## Source material
···

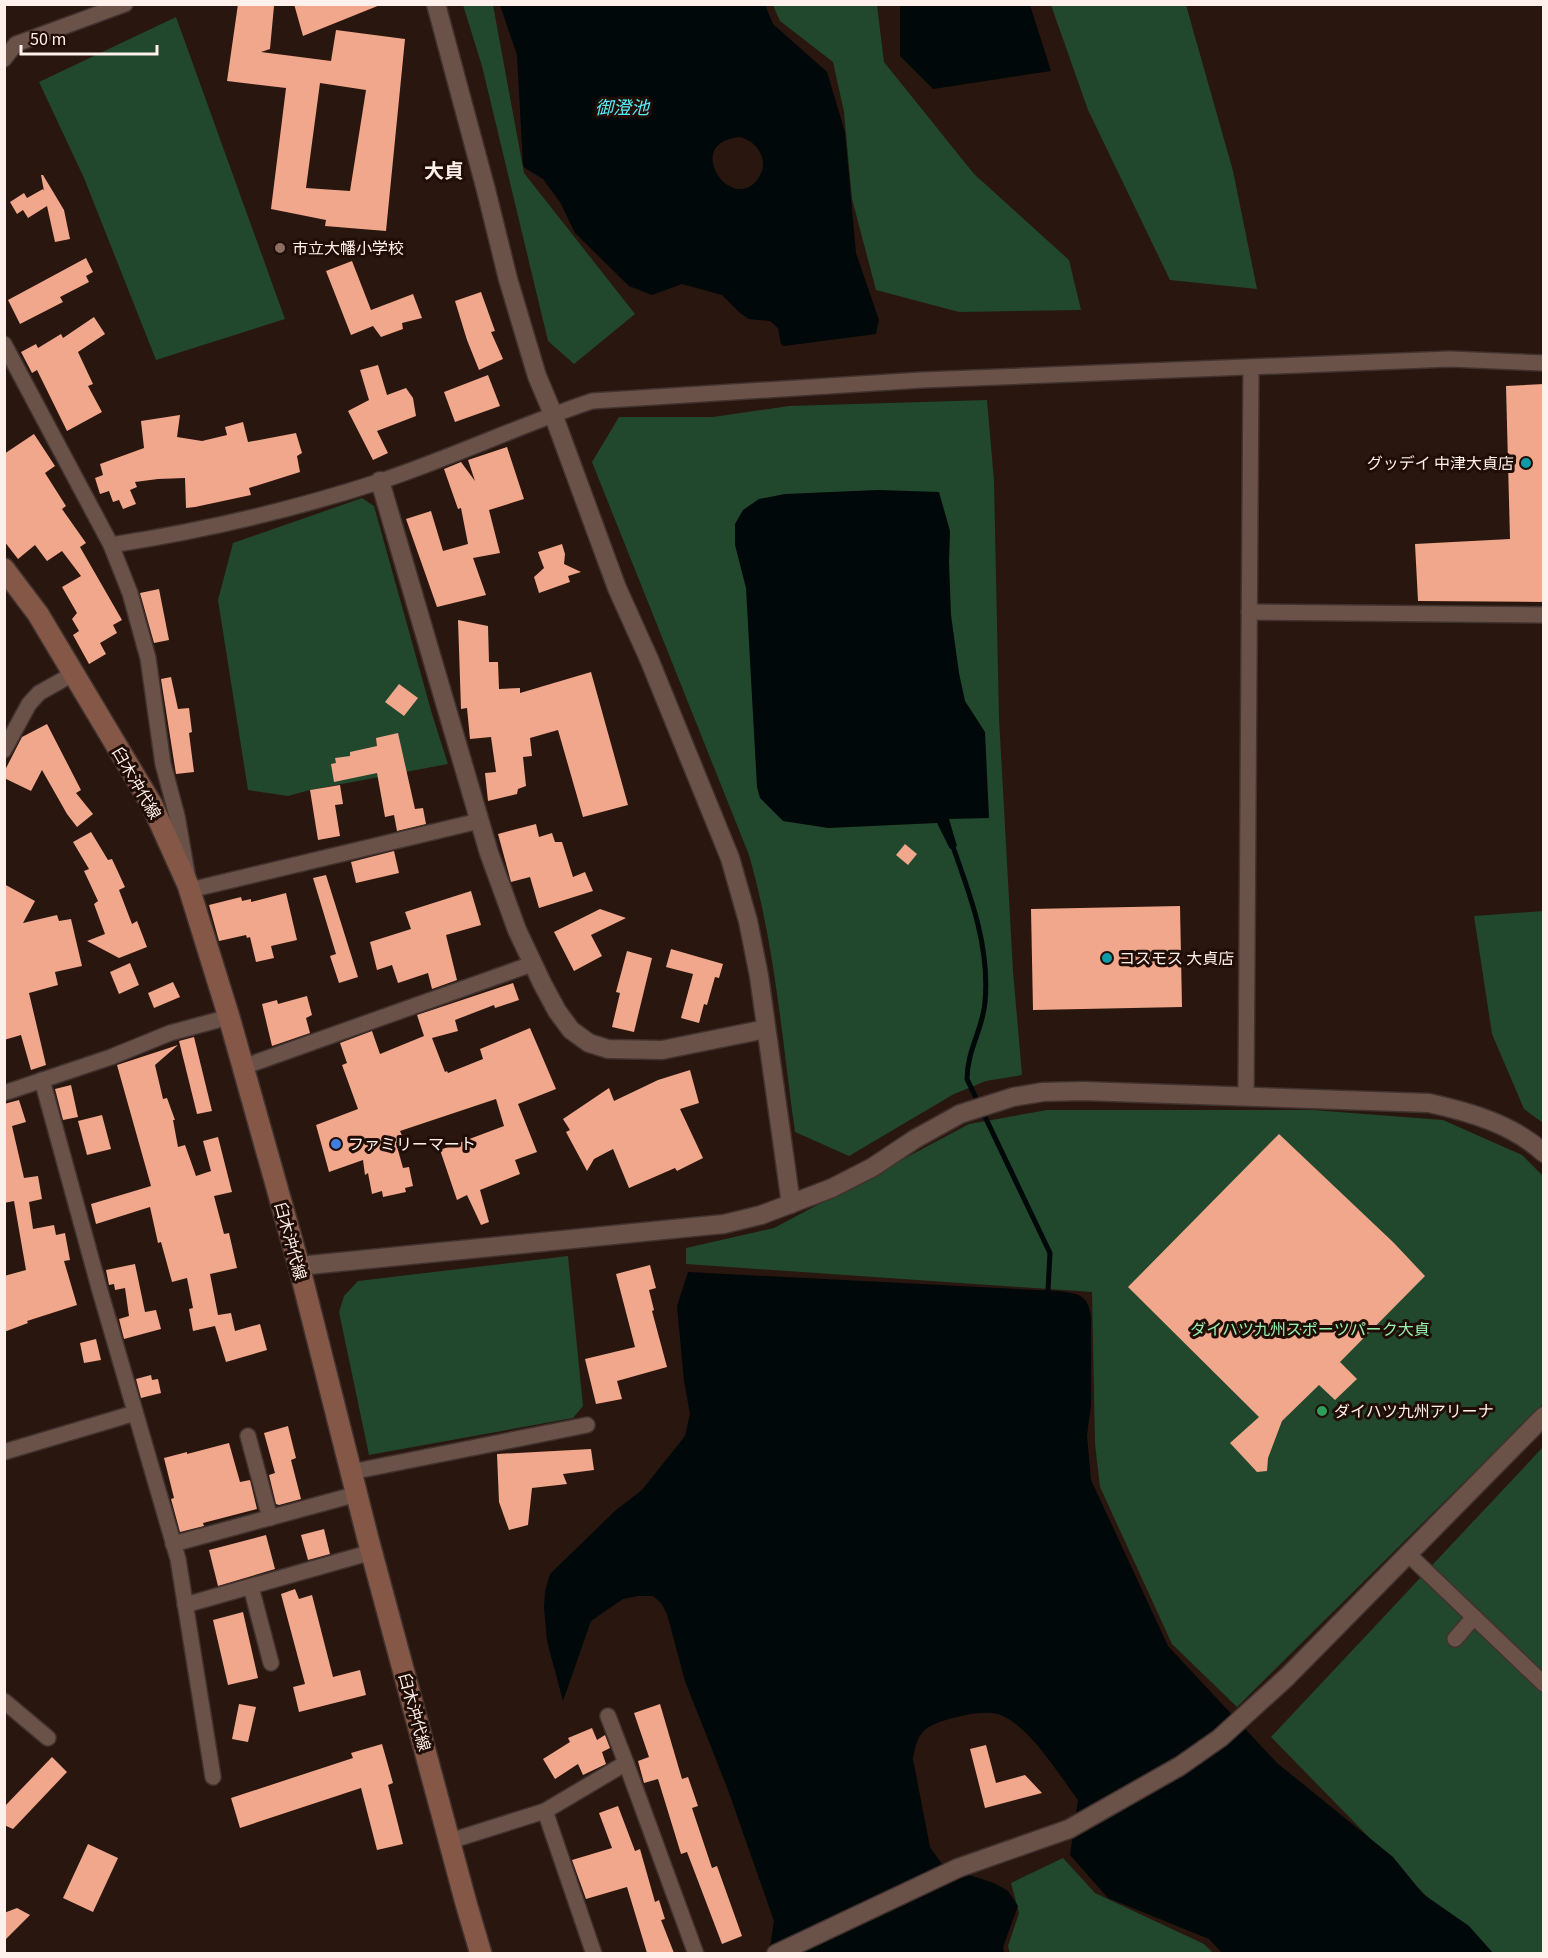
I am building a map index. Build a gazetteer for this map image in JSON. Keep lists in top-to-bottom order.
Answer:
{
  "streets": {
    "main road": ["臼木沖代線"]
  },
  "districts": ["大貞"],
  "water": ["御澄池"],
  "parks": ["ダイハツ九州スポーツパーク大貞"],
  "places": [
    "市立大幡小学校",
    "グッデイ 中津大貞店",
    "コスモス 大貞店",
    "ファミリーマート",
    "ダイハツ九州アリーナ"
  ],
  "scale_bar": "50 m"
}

···

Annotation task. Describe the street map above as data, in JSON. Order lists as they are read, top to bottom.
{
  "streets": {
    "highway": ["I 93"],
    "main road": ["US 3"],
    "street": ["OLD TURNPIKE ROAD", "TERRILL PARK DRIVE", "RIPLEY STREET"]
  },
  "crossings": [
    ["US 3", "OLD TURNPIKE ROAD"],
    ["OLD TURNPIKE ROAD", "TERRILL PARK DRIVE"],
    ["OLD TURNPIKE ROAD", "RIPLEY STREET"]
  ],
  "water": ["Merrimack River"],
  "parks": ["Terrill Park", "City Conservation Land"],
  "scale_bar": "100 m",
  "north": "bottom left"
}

···

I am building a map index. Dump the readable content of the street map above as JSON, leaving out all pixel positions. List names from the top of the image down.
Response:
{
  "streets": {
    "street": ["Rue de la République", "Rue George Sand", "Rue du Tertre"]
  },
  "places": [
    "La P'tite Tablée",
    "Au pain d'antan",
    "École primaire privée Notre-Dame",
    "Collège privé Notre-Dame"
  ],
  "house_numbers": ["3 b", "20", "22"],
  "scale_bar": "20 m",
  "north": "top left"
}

···

## Brief
State only the number of lines above that contain the word "image".

## Problem solution
2